Assignment — Please restate the entries verbatim. The copy should hold no pictures.

Stored data entries:
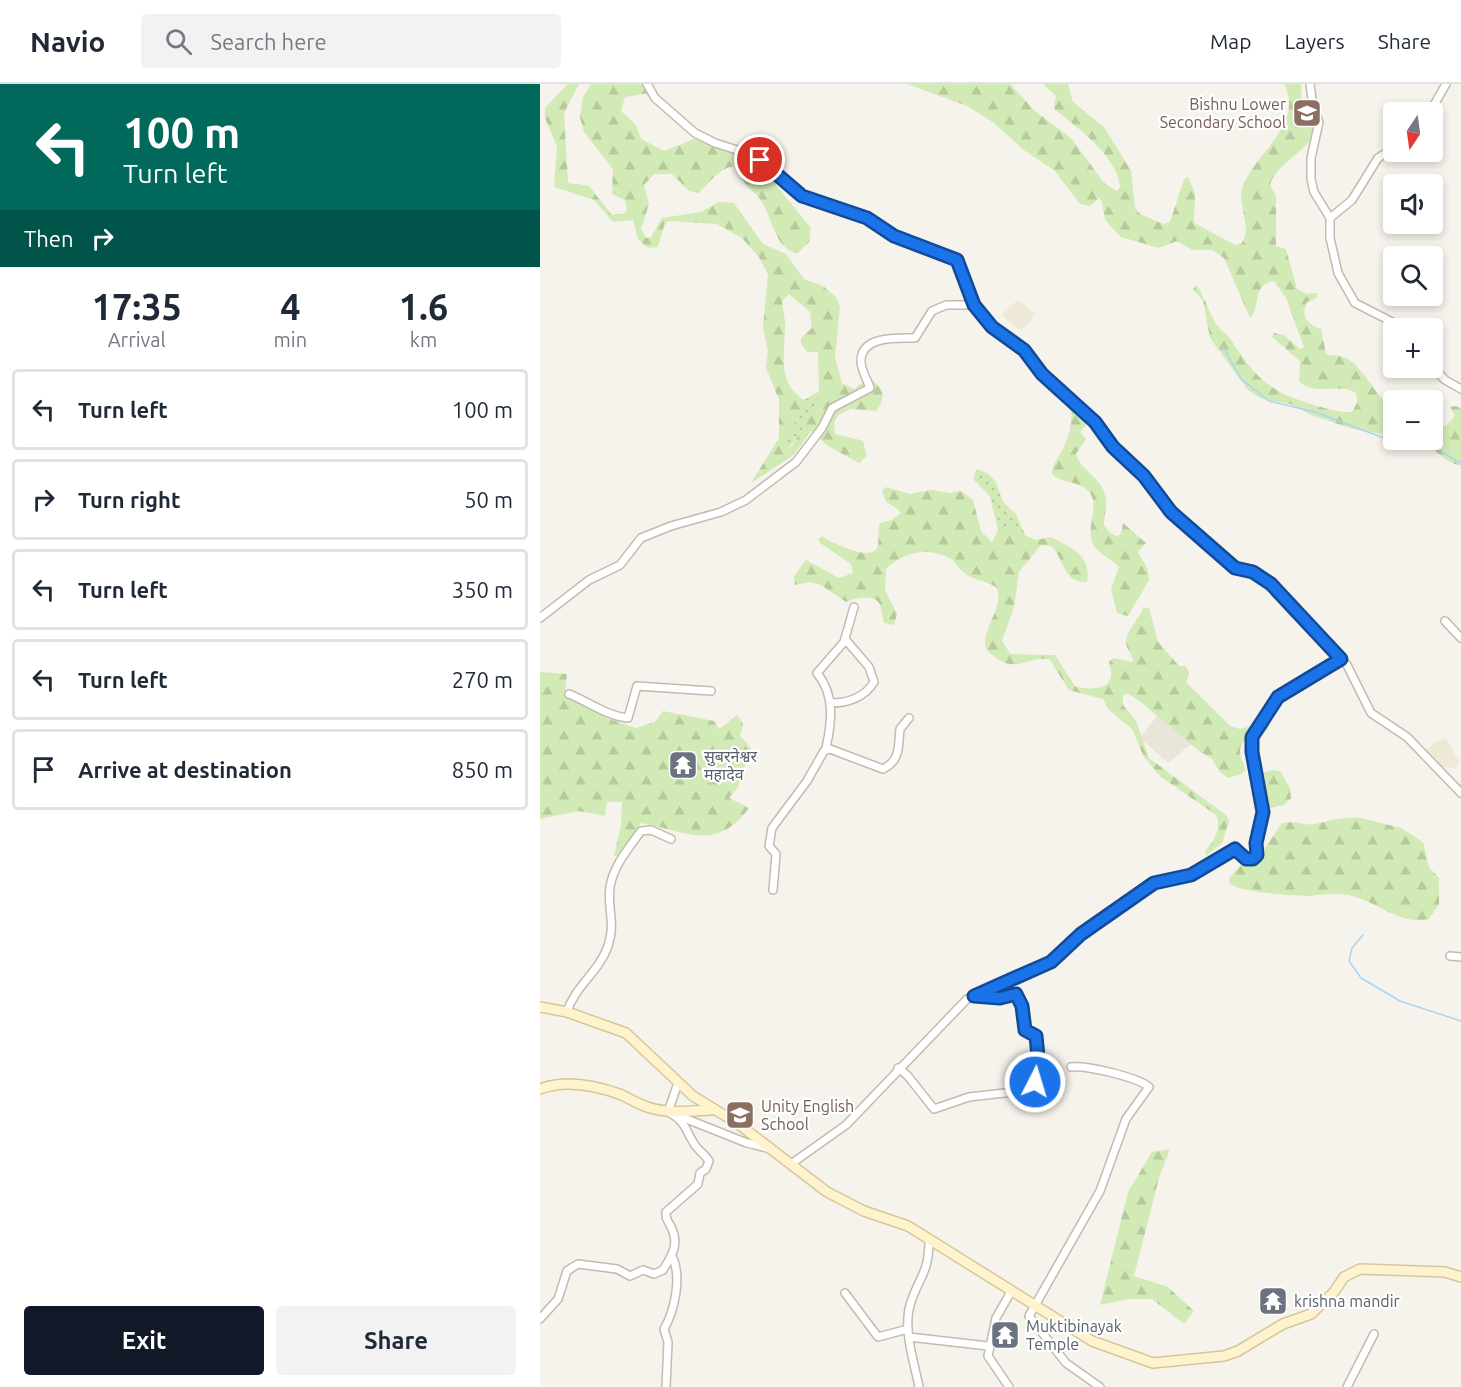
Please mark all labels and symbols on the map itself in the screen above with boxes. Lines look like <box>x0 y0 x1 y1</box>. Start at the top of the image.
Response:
place label: Bishnu Lower Secondary School <box>1160 95 1286 131</box>
school or university icon: Bishnu Lower Secondary School <box>1291 97 1323 129</box>
north arrow <box>1383 102 1443 162</box>
pin <box>734 134 785 185</box>
place label: सुबरनेश्वर महादेव <box>704 747 757 783</box>
temple icon: सुबरनेश्वर महादेव <box>667 749 699 781</box>
position arrow <box>1003 1050 1067 1114</box>
place label: Unity English School <box>761 1097 854 1133</box>
school or university icon: Unity English School <box>724 1099 756 1131</box>
temple icon: krishna mandir <box>1257 1285 1289 1317</box>
place label: krishna mandir <box>1294 1292 1400 1310</box>
place label: Muktibinayak Temple <box>1026 1317 1122 1353</box>
temple icon: Muktibinayak Temple <box>989 1319 1021 1351</box>

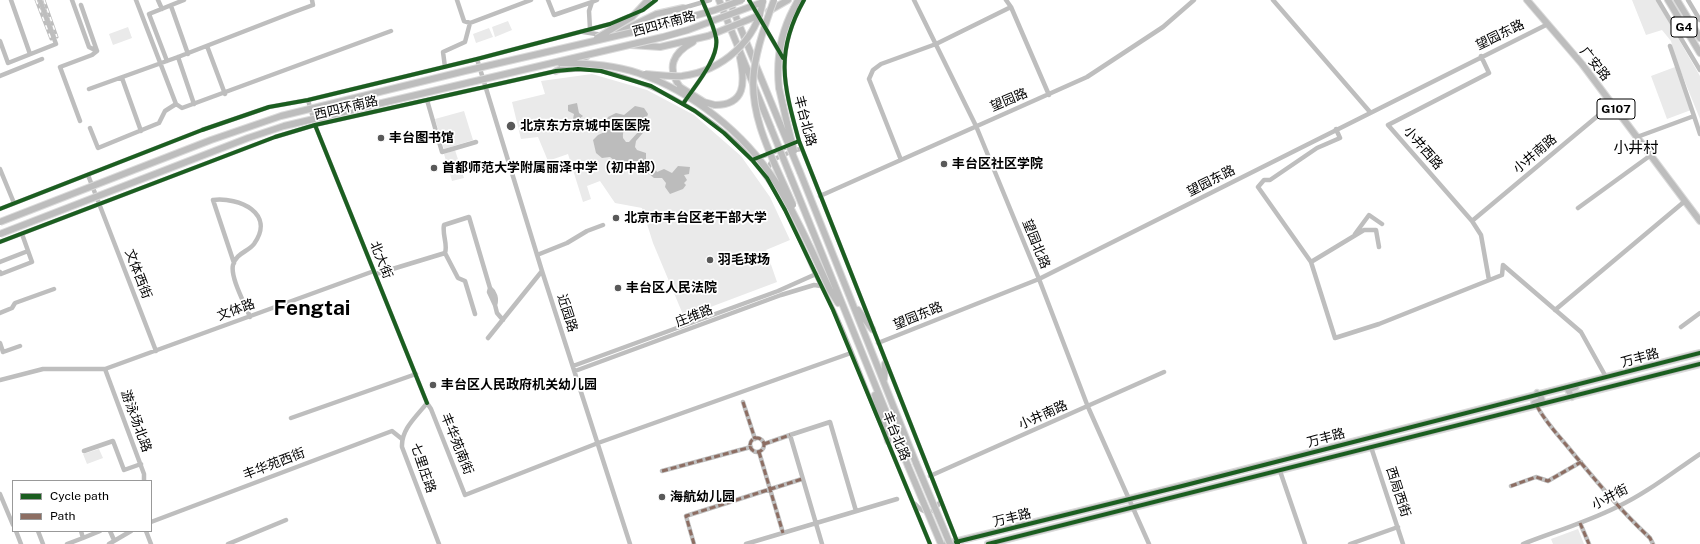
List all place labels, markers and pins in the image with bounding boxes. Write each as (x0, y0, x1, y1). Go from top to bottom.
place label: 北京东方京城中医医院 (520, 118, 650, 134)
marker: 北京东方京城中医医院 (505, 120, 517, 132)
place label: 丰台图书馆 (389, 130, 454, 146)
marker: 丰台图书馆 (376, 133, 386, 143)
place label: 丰台区社区学院 (952, 156, 1043, 172)
marker: 丰台区社区学院 (939, 159, 949, 169)
place label: 首都师范大学附属丽泽中学（初中部） (442, 160, 663, 176)
marker: 首都师范大学附属丽泽中学（初中部） (429, 163, 439, 173)
place label: 北京市丰台区老干部大学 (624, 210, 767, 226)
marker: 北京市丰台区老干部大学 (611, 213, 621, 223)
place label: 羽毛球场 (718, 252, 770, 268)
marker: 羽毛球场 (705, 255, 715, 265)
place label: 丰台区人民法院 (626, 280, 717, 296)
marker: 丰台区人民法院 (613, 283, 623, 293)
place label: 丰台区人民政府机关幼儿园 (441, 377, 597, 393)
marker: 丰台区人民政府机关幼儿园 (428, 380, 438, 390)
place label: 海航幼儿园 (670, 489, 735, 505)
marker: 海航幼儿园 (657, 492, 667, 502)

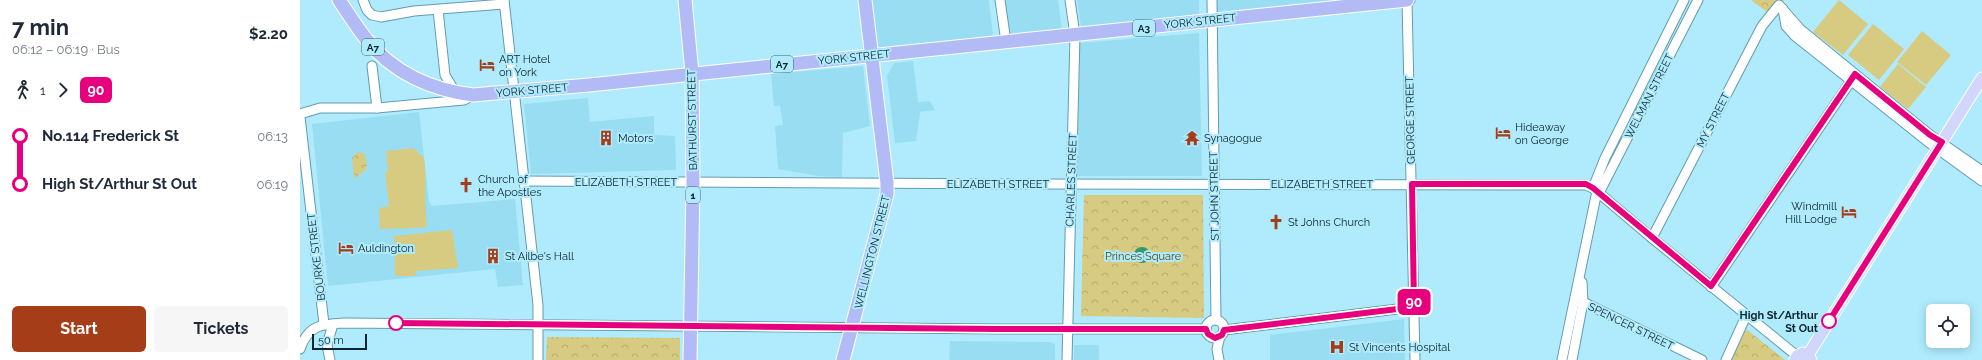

Exercise response —
Please mark all labels and symbols on the map itself in the screen above with boxes. Lines look like <box>x0 y0 x1 y1</box>. Start at the top of the image.
Response:
place label: Bishnu Lower Secondary School <box>1160 95 1286 131</box>
school or university icon: Bishnu Lower Secondary School <box>1291 97 1323 129</box>
north arrow <box>1383 102 1443 162</box>
pin <box>734 134 785 185</box>
place label: सुबरनेश्वर महादेव <box>704 747 757 783</box>
temple icon: सुबरनेश्वर महादेव <box>667 749 699 781</box>
position arrow <box>1003 1050 1067 1114</box>
place label: Unity English School <box>761 1097 854 1133</box>
school or university icon: Unity English School <box>724 1099 756 1131</box>
temple icon: krishna mandir <box>1257 1285 1289 1317</box>
place label: krishna mandir <box>1294 1292 1400 1310</box>
place label: Muktibinayak Temple <box>1026 1317 1122 1353</box>
temple icon: Muktibinayak Temple <box>989 1319 1021 1351</box>

List all place labels, markers and pins in the image with bounding boxes. Write each as (x0, y0, x1, y1). Go from top to bottom.
place label: 北京东方京城中医医院 (520, 118, 650, 134)
marker: 北京东方京城中医医院 (505, 120, 517, 132)
place label: 丰台图书馆 (389, 130, 454, 146)
marker: 丰台图书馆 (376, 133, 386, 143)
place label: 丰台区社区学院 (952, 156, 1043, 172)
marker: 丰台区社区学院 (939, 159, 949, 169)
place label: 首都师范大学附属丽泽中学（初中部） (442, 160, 663, 176)
marker: 首都师范大学附属丽泽中学（初中部） (429, 163, 439, 173)
place label: 北京市丰台区老干部大学 (624, 210, 767, 226)
marker: 北京市丰台区老干部大学 (611, 213, 621, 223)
place label: 羽毛球场 (718, 252, 770, 268)
marker: 羽毛球场 (705, 255, 715, 265)
place label: 丰台区人民法院 (626, 280, 717, 296)
marker: 丰台区人民法院 (613, 283, 623, 293)
place label: 丰台区人民政府机关幼儿园 (441, 377, 597, 393)
marker: 丰台区人民政府机关幼儿园 (428, 380, 438, 390)
place label: 海航幼儿园 (670, 489, 735, 505)
marker: 海航幼儿园 (657, 492, 667, 502)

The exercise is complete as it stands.